Sunday, 13 January 2013
Who can say what’s right….who can say what’s true?; or, On Beasts of the Southern Wild
I have this weird prejudice with books I read regarding their use of narrative technique. Take, for example, the first person narrative technique in film. For all it allows the writer to do, one thing which does not often get recognised is the way it allows a less-skilled writer to have a safety net to fall to. Stories are allowed their inconsistencies, their meanderings, when the reverberating conceit which appears is the “it was the character’s mind – it’s not supposed to be cohesive”. Of course, I bring this up, because even as film is different from literature both Beasts of the Southern Wild is a films which seems to burst almost holistically from the mind of its protagonist, and for all of this daring… Zeitlin gives himself this safety net to fall back on.
It’s been almost three months and I’m still finding it difficult to parse through how I feel about it…or, better, explain how I feel about it.
Andrew: I don’t get it.
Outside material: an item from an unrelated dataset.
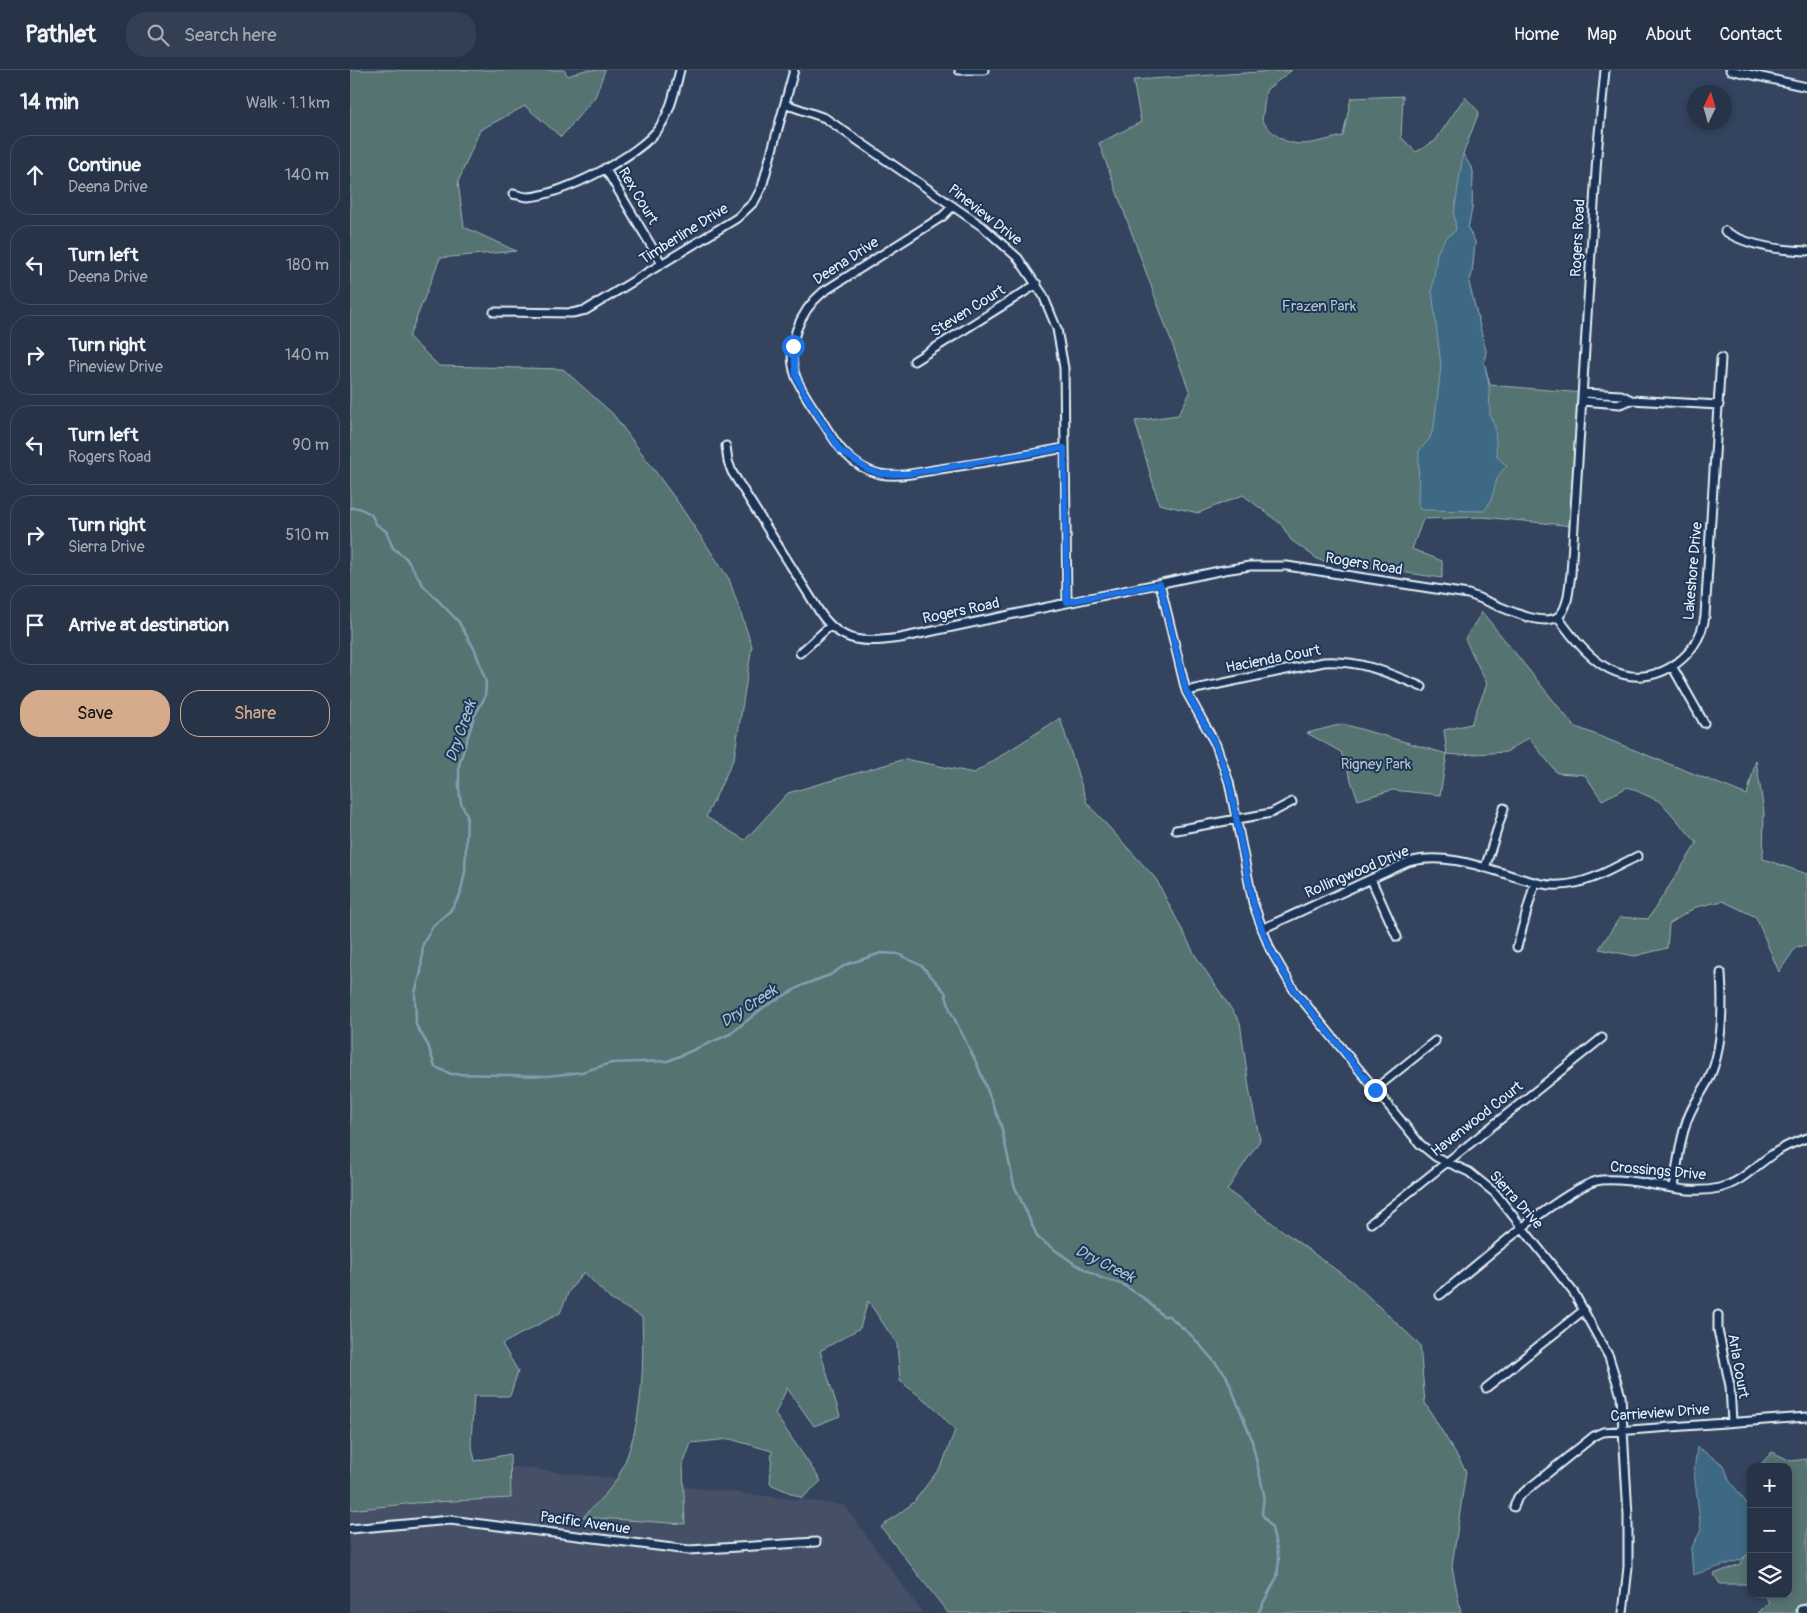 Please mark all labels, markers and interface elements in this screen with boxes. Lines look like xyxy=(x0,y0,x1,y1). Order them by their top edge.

What’s the big deal in deciding what to say about it? It has its merits, its demerits, it has an insistence on sort of living inside the heads of their characters and you sort of liked it. What’s the kerfuffle about? You already wrote a review
Encore: Look, I don’t know if I’d say a kerfuffle is in session. And, the review is too weird to publish. I’ve just got all these varying thoughts about it is inconsistent but then effective or inconsistent while being effective and then I just want to throw my hands up and say whatever because my ultimate feeling towards it is a is sort of hollowness.
Andrew: Wait, what? How did we get form you sort of liking it to finding it hollow?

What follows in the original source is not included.